### Exercise requirements
Search term "center": copy each line of the records that contains it.

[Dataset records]

------------------------

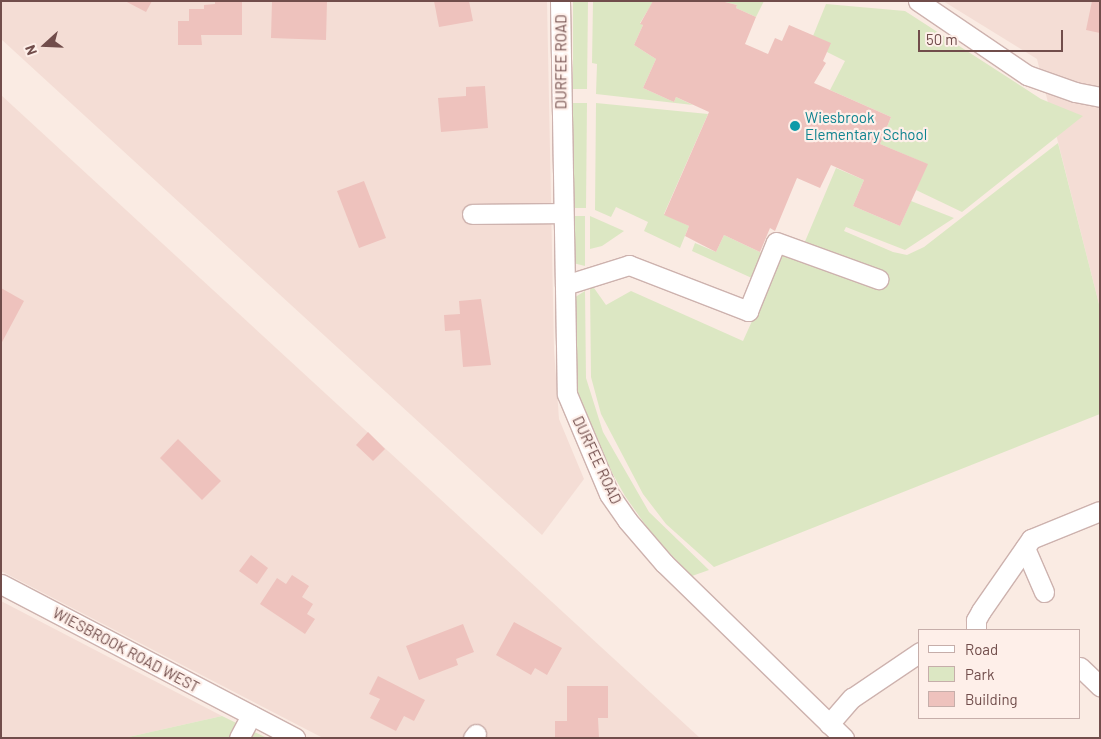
<!DOCTYPE html>
<html>
<head>
<meta charset="utf-8">
<style>
	body { margin:0 }
	#map { position:relative; width:1101px; height:739px; overflow:hidden; background:#faebe3; font-family:Barlow,sans-serif }
	div>[style] { position:absolute }
	.residential>* { inset:0; background:#f4ddd5 }
	.green>* { inset:0; background:#dce7c3 }
	.building>* { inset:0; background:#eec2bd }
	.roads { filter:drop-shadow(1px 0 #cdb2ae) drop-shadow(-1px 0 #cdb2ae) drop-shadow(0 1px #cdb2ae) drop-shadow(0 -1px #cdb2ae) }
	.minor>* { height:19px; margin:-9.5px; padding:0 9.5px; transform-origin:9.5px; border-radius:9.5px; background:#fff }
	.dots>* { width:14px; height:14px; translate:-50% -50%; box-sizing:border-box; border:2px solid #feefe9; border-radius:50% }
	span { translate:-50% -50%; white-space:nowrap; text-align:center; line-height:1.15; -webkit-text-stroke:4.5px #feefe9; paint-order:stroke }
	.street-label { font-size:15px; color:#714d4b }
	.culture-label { font-size:15px; color:#0d838f }
	.left { translate:0 -50%; text-align:left }
	.frame { position:absolute; inset:0; border:2px solid #714d4b; pointer-events:none }
	.legend { position:absolute; left:918px; top:629px; width:162px; height:90px; box-sizing:border-box; background:#feefe9; border:1px solid #c6aeaa; margin:0; padding:6px 9px; list-style:none; font-size:15px; color:#714d4b }
	.legend li { display:flex; align-items:center; gap:10px; height:25px }
	.legend b { width:25px; border:1px solid #c6aeaa }
	.north { position:absolute; left:20px; top:20px; width:50px; height:50px; -webkit-text-stroke:4px #feefe9; paint-order:stroke; rotate:250deg; font-size:14px; font-weight:700; line-height:20px; text-align:center; color:#714d4b }
	.north::after { content:''; display:block; margin:auto; width:18px; height:22px; background:#714d4b; clip-path:polygon(50% 0,100% 100%,50% 72%,0 100%) }
	.scale { position:absolute; left:918px; top:30px; width:145px; height:22px; box-sizing:border-box; border:2px solid #714d4b; border-top:0; padding-left:6px; font-size:15px; line-height:18px; white-space:nowrap; color:#714d4b; -webkit-text-stroke:4px #feefe9; paint-order:stroke }
</style>
</head>
<body>
<div id="map">
	<div class="residential">
		<i style="clip-path:polygon(1px 1px,547px 1px,554px 350px,559px 419px,584px 479px,542px 535px,1px 39px)"></i>
		<i style="clip-path:polygon(943px 1px,1100px 1px,1100px 308px,1037px 59px)"></i>
		<i style="clip-path:polygon(1px 95px,700px 738px,323px 738px,1px 571px)"></i>
		<i style="clip-path:polygon(1px 601px,222px 716px,124px 738px,1px 738px)"></i>
	</div>
	<div class="green">
		<i style="clip-path:polygon(573px 1px,588px 1px,587px 89px,573px 89px)"></i>
		<i style="clip-path:polygon(593px 1px,653px 2px,640px 23px,643px 25px,634px 45px,656px 59px,643px 88px,674px 102px,676px 97px,693px 105px,596px 94px,597px 64px,592px 63px)"></i>
		<i style="clip-path:polygon(721px 1px,764px 1px,756px 17px,736px 8px,737px 5px)"></i>
		<i style="clip-path:polygon(826px 4px,905px 11px,1041px 99px,1083px 116px,962px 212px,916px 190px,927px 164px,880px 144px,891px 117px,830px 90px,845px 61px,827px 52px,813px 36px)"></i>
		<i style="clip-path:polygon(573px 103px,587px 103px,586px 208px,573px 208px)"></i>
		<i style="clip-path:polygon(596px 103px,708px 114px,664px 214px,689px 226px,680px 248px,644px 231px,648px 222px,616px 207px,611px 217px,595px 210px)"></i>
		<i style="clip-path:polygon(1058px 143px,1100px 308px,1100px 414px,714px 567px,666px 524px,643px 494px,601px 414px,591px 377px,590px 287px,594px 288px,606px 305px,631px 291px,743px 341px,786px 246px,801px 251px,836px 168px,864px 180px,853px 206px,900px 226px,911px 201px,954px 218px,905px 250px,846px 227px,844px 231px,893px 252px,907px 255px,924px 247px)"></i>
		<i style="clip-path:polygon(573px 216px,585px 216px,585px 266px,573px 263px)"></i>
		<i style="clip-path:polygon(590px 216px,624px 231px,602px 246px,590px 249px)"></i>
		<i style="clip-path:polygon(724px 235px,762px 253px,754px 279px,692px 251px,695px 243px,716px 252px)"></i>
		<i style="clip-path:polygon(585px 291px,586px 378px,603px 432px,649px 512px,709px 570px,692px 576px,654px 537px,625px 496px,590px 433px,577px 390px,574px 364px,572px 299px)"></i>
		<i style="clip-path:polygon(222px 716px,267px 738px,124px 738px)"></i>
	</div>
	<div class="building">
		<i style="clip-path:polygon(125px 1px,152px 1px,146px 12px)"></i>
		<i style="clip-path:polygon(215px 1px,242px 1px,242px 35px,201px 35px,202px 45px,178px 45px,178px 21px,189px 21px,189px 9px,204px 9px,204px 5px,215px 4px)"></i>
		<i style="clip-path:polygon(272px 1px,327px 1px,326px 40px,271px 38px)"></i>
		<i style="clip-path:polygon(434px 1px,469px 1px,473px 21px,439px 27px)"></i>
		<i style="clip-path:polygon(653px 1px,721px 1px,737px 5px,736px 8px,756px 17px,745px 44px,768px 54px,775px 38px,782px 41px,789px 25px,831px 43px,823px 61px,826px 63px,814px 83px,891px 117px,880px 144px,928px 164px,900px 226px,853px 206px,864px 180px,831px 165px,820px 188px,797px 178px,775px 231px,770px 228px,760px 252px,724px 235px,716px 252px,685px 236px,689px 226px,664px 215px,709px 112px,676px 97px,674px 102px,643px 88px,656px 59px,634px 45px,643px 25px,640px 24px)"></i>
		<i style="clip-path:polygon(1092px 1px,1100px 1px,1100px 33px,1086px 30px)"></i>
		<i style="clip-path:polygon(485px 86px,488px 128px,441px 132px,438px 98px,466px 96px,466px 87px)"></i>
		<i style="clip-path:polygon(364px 181px,386px 238px,359px 248px,337px 191px)"></i>
		<i style="clip-path:polygon(1px 288px,24px 301px,1px 344px)"></i>
		<i style="clip-path:polygon(481px 299px,491px 365px,463px 367px,460px 330px,445px 331px,444px 315px,460px 314px,459px 301px)"></i>
		<i style="clip-path:polygon(368px 432px,385px 449px,373px 461px,356px 445px)"></i>
		<i style="clip-path:polygon(178px 439px,221px 481px,202px 500px,160px 458px)"></i>
		<i style="clip-path:polygon(251px 555px,268px 568px,257px 584px,239px 571px)"></i>
		<i style="clip-path:polygon(292px 575px,309px 586px,302px 597px,313px 604px,307px 614px,315px 619px,305px 634px,260px 604px,277px 578px,286px 584px)"></i>
		<i style="clip-path:polygon(514px 622px,562px 648px,547px 675px,535px 668px,531px 675px,496px 655px)"></i>
		<i style="clip-path:polygon(463px 624px,474px 652px,456px 659px,458px 665px,419px 680px,406px 646px)"></i>
		<i style="clip-path:polygon(378px 676px,425px 700px,414px 721px,404px 716px,396px 731px,370px 718px,380px 699px,369px 694px)"></i>
		<i style="clip-path:polygon(567px 686px,608px 686px,608px 718px,598px 718px,599px 738px,555px 738px,555px 721px,567px 721px)"></i>
	</div>
	<div class="roads">
		<div class="minor">
			<i style="left:560px;top:1px;width:393px;rotate:89deg"></i>
			<i style="left:567px;top:394px;width:108px;rotate:67.2deg"></i>
			<i style="left:609px;top:494px;width:32px;rotate:55deg"></i>
			<i style="left:627px;top:520px;width:57px;rotate:49.3deg"></i>
			<i style="left:664px;top:563px;width:251px;rotate:44.2deg"></i>
			<i style="left:918px;top:1px;width:132px;rotate:34.2deg"></i>
			<i style="left:1027px;top:75px;width:51px;rotate:19.5deg"></i>
			<i style="left:1075px;top:92px;width:25px;rotate:11deg"></i>
			<i style="left:472px;top:214px;width:90px;rotate:-0.6deg"></i>
			<i style="left:565px;top:285px;width:67px;rotate:-17.4deg"></i>
			<i style="left:629px;top:265px;width:128px;rotate:21.1deg"></i>
			<i style="left:748px;top:311px;width:74px;rotate:-67.9deg"></i>
			<i style="left:776px;top:242px;width:109px;rotate:19.9deg"></i>
			<i style="left:1025px;top:548px;width:48px;rotate:66.6deg"></i>
			<i style="left:1px;top:584px;width:332px;rotate:27.6deg"></i>
			<i style="left:976px;top:630px;width:10px;rotate:-90deg"></i>
			<i style="left:976px;top:620px;width:10px;rotate:-61deg"></i>
			<i style="left:981px;top:611px;width:88px;rotate:-55.2deg"></i>
			<i style="left:1031px;top:539px;width:74px;rotate:-22.1deg"></i>
			<i style="left:1080px;top:667px;width:28px;rotate:44deg"></i>
			<i style="left:829px;top:724px;width:35px;rotate:-49deg"></i>
			<i style="left:852px;top:698px;width:82px;rotate:-34.1deg"></i>
			<i style="left:239px;top:738px;width:26px;rotate:-62deg"></i>
			<i style="left:473px;top:738px;width:5px;rotate:-53deg"></i>
		</div>
	</div>
	<div class="dots">
		<i style="left:795px;top:126px;background:#0f9aa8"></i>
	</div>
	<div class="street-label">
		<span style="left:561px;top:62px;rotate:-90deg">DURFEE ROAD</span>
		<span style="left:597px;top:460px;rotate:65deg">DURFEE ROAD</span>
		<span style="left:126px;top:650px;rotate:28deg">WIESBROOK ROAD WEST</span>
	</div>
	<div class="culture-label">
		<span class="left" style="left:805px;top:126px">Wiesbrook<br>Elementary School</span>
	</div>
	<div class="frame"></div>
	<ul class="legend">
	<li><b style="height:6px;background:#fff"></b>Road</li>
	<li><b style="height:14px;background:#dce7c3"></b>Park</li>
	<li><b style="height:14px;background:#eec2bd"></b>Building</li>
	</ul>
	<div class="north">N</div>
	<div class="scale">50 m</div>
</div>
</body>
</html>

------------------------

### Result for this exercise
	span { translate:-50% -50%; white-space:nowrap; text-align:center; line-height:1.15; -webkit-text-stroke:4.5px #feefe9; paint-order:stroke }
	.legend li { display:flex; align-items:center; gap:10px; height:25px }
	.north { position:absolute; left:20px; top:20px; width:50px; height:50px; -webkit-text-stroke:4px #feefe9; paint-order:stroke; rotate:250deg; font-size:14px; font-weight:700; line-height:20px; text-align:center; color:#714d4b }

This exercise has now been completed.